Mencionó que pasa las noches dando rondas en el campamento improvisado porque hay muchos menores e infantes recién nacidos. “El lugar aquí no es fácil porque de día hay sol y de noche hay un frío descomunal. Esto es un riesgo para las familias que vienen aquí, pero vienen aquí porque no quieren un refugio. Allí están todos aglomerados y se ha dicho por ahí que hay hasta personas enfermas. Aquí, por ejemplo, hay dos personas operadas de corazón abierto”, dijo.

“No es fácil”

Rodríguez Vázquez se encarga de dar las rondas nocturnas en el local, aunque señaló que en ese campamento hay otro policía estatal y dos oficiales de la policía municipal ponceña. “Los demás no los he visto dando rondas y créeme que no es fácil. Nosotros venimos de Tallaboa donde es una de las fallas grandes”, abundó.

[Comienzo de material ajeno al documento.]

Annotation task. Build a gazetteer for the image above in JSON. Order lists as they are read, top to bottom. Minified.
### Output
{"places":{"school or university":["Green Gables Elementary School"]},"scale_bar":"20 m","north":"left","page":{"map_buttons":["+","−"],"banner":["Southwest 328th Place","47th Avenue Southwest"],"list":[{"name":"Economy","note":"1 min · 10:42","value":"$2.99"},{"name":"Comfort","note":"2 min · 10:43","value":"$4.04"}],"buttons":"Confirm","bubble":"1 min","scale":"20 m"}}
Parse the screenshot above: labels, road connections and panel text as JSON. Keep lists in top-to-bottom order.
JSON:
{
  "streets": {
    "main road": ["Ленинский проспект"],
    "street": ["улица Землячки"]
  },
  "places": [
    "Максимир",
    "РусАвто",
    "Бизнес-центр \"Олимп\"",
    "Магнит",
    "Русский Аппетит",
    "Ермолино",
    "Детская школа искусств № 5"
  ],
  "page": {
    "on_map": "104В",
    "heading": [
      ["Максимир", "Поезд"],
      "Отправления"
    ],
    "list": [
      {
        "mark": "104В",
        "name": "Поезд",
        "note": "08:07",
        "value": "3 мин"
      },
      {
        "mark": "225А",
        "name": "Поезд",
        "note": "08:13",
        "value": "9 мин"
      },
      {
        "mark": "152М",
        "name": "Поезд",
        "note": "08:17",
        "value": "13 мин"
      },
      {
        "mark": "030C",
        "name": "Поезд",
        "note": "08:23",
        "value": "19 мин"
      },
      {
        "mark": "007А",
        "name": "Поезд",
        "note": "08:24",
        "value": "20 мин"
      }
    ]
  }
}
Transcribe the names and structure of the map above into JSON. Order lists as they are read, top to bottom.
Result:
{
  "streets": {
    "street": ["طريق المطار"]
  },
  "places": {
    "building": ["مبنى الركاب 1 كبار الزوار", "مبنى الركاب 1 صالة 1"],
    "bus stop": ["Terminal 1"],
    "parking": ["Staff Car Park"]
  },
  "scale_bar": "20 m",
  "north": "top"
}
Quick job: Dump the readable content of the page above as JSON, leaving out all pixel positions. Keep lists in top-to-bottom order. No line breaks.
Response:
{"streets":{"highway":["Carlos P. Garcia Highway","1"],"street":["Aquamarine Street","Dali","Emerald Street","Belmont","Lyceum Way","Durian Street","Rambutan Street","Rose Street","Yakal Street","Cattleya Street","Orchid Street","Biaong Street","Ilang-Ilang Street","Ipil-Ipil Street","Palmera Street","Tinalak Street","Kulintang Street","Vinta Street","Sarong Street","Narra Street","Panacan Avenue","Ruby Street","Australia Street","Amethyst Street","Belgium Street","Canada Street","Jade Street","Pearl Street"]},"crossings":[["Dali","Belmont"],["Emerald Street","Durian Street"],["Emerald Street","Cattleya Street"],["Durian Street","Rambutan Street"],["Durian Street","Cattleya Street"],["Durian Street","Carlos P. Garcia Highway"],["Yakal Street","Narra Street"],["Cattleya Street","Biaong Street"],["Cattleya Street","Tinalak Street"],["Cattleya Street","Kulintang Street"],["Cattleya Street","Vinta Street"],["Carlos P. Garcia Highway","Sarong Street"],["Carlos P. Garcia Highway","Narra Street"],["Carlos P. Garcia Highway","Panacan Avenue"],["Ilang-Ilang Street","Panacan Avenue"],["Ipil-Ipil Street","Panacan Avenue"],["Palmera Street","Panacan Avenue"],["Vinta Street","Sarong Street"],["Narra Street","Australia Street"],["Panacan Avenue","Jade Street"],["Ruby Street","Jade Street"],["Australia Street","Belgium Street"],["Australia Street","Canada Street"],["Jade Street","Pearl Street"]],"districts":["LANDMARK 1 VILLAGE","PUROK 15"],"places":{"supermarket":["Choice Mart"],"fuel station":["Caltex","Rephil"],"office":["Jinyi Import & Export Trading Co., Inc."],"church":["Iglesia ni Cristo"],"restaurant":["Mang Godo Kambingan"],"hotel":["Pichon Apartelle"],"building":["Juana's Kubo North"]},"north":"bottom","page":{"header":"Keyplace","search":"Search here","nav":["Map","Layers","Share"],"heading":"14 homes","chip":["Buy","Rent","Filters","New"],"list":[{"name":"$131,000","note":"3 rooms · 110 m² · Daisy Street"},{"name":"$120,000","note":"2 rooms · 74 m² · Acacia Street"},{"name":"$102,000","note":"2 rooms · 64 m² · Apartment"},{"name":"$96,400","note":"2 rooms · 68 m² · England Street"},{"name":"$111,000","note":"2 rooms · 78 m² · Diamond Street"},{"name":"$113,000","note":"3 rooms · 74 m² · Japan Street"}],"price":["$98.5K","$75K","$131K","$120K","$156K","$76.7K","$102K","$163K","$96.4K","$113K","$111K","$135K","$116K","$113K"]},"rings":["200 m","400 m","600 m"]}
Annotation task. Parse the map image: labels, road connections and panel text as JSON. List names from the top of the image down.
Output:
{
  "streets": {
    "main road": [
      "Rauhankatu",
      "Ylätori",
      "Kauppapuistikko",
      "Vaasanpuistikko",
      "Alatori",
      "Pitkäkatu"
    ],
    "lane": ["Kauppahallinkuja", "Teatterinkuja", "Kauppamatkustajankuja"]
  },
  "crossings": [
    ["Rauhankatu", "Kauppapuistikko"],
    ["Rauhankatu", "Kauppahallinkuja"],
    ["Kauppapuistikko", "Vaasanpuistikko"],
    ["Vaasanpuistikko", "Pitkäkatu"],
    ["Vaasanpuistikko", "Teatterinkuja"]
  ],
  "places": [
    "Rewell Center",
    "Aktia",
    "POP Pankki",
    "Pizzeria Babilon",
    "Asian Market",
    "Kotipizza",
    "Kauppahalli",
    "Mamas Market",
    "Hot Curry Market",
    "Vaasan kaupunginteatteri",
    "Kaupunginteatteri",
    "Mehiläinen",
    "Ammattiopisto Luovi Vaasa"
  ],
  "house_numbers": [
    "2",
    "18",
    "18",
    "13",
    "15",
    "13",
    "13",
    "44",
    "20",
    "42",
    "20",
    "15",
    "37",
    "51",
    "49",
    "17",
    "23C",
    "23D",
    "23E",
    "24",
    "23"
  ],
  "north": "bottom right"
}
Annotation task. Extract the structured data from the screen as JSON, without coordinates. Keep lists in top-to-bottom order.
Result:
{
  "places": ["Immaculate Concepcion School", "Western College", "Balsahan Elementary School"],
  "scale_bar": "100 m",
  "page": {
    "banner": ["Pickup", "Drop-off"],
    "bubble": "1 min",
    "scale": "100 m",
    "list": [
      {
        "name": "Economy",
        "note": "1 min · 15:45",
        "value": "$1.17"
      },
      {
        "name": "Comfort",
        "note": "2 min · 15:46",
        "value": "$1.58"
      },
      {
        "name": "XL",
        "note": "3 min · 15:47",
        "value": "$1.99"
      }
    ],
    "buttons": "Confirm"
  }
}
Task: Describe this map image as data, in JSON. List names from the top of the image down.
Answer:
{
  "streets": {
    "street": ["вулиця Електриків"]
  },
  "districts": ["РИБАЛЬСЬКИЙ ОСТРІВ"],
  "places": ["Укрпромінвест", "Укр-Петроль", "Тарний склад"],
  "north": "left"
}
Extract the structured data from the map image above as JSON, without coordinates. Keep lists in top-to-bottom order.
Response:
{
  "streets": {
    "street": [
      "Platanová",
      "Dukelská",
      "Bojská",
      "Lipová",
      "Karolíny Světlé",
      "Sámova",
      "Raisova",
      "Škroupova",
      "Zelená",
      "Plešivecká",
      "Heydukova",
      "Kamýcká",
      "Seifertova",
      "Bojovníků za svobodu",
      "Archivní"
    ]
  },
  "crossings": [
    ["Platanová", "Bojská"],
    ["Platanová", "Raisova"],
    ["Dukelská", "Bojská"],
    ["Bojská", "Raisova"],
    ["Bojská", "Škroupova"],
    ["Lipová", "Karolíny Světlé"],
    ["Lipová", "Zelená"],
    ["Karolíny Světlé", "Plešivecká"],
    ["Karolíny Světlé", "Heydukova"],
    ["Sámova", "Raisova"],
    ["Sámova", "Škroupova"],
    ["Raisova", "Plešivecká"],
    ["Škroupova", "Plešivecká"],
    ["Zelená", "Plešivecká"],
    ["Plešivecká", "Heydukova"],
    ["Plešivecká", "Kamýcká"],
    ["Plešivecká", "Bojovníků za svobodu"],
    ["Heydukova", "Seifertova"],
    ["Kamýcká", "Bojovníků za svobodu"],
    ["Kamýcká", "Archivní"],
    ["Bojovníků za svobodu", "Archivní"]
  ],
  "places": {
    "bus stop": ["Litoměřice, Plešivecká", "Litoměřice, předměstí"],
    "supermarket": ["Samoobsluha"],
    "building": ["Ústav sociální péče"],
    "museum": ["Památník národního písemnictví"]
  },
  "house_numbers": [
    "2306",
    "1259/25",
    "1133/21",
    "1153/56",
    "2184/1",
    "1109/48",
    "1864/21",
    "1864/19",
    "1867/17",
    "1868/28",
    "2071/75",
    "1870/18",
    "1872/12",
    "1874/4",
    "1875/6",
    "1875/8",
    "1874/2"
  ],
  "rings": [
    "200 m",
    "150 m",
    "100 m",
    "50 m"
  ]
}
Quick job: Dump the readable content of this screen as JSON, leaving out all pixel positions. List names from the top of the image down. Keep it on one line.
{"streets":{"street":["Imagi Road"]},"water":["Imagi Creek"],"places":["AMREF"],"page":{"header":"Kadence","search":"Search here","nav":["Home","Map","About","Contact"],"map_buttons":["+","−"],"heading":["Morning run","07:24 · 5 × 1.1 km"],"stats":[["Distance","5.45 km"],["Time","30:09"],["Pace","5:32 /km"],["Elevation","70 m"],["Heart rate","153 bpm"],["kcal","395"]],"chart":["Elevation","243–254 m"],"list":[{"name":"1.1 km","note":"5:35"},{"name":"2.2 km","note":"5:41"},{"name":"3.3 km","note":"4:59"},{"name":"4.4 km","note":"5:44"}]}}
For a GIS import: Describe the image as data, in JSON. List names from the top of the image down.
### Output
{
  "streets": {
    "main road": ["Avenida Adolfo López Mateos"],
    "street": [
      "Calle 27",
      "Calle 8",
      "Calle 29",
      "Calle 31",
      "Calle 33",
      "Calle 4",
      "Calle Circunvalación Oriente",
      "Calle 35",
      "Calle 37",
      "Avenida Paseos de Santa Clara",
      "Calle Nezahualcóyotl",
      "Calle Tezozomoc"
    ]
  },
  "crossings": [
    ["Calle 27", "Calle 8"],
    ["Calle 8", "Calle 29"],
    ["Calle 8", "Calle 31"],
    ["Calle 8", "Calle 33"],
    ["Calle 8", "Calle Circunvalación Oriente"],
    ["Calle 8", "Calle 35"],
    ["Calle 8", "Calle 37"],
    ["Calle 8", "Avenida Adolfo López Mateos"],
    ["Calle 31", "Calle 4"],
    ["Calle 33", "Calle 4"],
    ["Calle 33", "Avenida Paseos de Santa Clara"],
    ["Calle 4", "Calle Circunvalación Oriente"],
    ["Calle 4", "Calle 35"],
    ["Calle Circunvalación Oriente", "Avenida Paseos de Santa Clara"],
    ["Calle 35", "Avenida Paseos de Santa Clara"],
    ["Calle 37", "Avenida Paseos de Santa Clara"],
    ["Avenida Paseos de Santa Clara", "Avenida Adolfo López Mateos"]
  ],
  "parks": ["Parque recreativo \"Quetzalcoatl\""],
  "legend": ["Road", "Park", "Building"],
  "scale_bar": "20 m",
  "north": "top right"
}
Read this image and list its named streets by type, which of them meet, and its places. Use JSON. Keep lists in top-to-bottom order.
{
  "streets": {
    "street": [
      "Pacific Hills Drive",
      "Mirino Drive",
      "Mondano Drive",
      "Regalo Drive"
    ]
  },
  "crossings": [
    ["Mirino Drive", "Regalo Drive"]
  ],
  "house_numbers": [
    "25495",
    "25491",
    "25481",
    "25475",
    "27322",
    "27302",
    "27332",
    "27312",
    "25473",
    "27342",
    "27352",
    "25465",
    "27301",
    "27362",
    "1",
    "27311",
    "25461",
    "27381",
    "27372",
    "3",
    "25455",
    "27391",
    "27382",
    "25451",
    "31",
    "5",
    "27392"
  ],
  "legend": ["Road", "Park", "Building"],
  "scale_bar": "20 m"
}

El agente, que se encuentra en el campamento improvisado junto a su esposa María Echevarría, dijo que hasta allí ha llegado el comisionado de la Policía, Henry Escalera, y otras figuras públicas. La pareja perdió su residencia de cemento con el techo de madera el pasado 7 de enero porque “reventó por dentro”.

Sostuvo que el único recurso que tienen los policías para recuperar sus viviendas es la ayuda que pueda proveer la Agencia Federal para el Manejo de Emergencias (FEMA), ya que por su salario no cumplen con requisitos para programas locales de Sección 8 de la Ley de Vivienda y Desarrollo Urbano. “Sería preferible un préstamo o ayuda monetaria para poder levantar nuestras residencias”, indicó.

Mientras que Lucas Morales, quien sirve para la Uniformada desde hace seis años y vive en el sector La Playa de Ponce, dijo que su vivienda quedó inhabitable. “La casa como que se sentó de un lado y la parte posterior de la casa está toda agrietada y ya el ingeniero municipal la certificó como que no podemos estar allí”, afirmó.

“Entendemos que esta es un área segura para mí y para nuestra familia”, abundó, el oficial que pernocta en las letras junto a ocho de sus familiares.

Indicó que la expectativa es que pueda beneficiarse con la ayuda que conceda FEMA tras la declaración de desastre mayor. “Por parte de la Policía no tenemos ninguna queja, pero aquí por lo menos no ha venido nadie del municipio”, concluyó.